The detailed HoA, which runs to over 60 pages, covers the full fiscal terms for the project, which will be executed under a development and production sharing agreement (DPSA). The signing of the DPSA is expected in the first half of 2004.
The GTL plant will comprise two 70,000-b/d trains, with the first unit due to be commissioned in 2008/09 and the second up to two years later. The products will be primarily naphtha and transport fuels, with smaller quantities of associated condensates and liquefied petroleum gas (LPG).
The plant will receive gas feedstock from a dedicated block in the North field, which will be developed with capacity of 1,600 million cubic feet a day of gas. Shell is due to drill its first two appraisal wells in the block in 2004.
Front-end engineering and design (FEED) work on the project is expected to start in early 2004 and will take 14-15 months to complete.
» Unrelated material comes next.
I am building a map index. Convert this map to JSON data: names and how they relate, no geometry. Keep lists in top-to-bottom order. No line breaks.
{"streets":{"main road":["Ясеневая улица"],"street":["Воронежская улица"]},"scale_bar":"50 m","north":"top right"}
Engineering, procurement and construction (EPC) awards are due to be placed in late 2005.
Shell will use its proprietary GTL technology, which has been developed on its Bintula Malaysia facility. The 12,500-b/d plant is undergoing a debottlenecking, which will see capacity rise to 14,700 b/d.
Several other international oil companies are pursuing GTL projects at Ras Laffan. They include Marathon Oil Company, ConocoPhillips, ExxonMobiland ChevronSasol.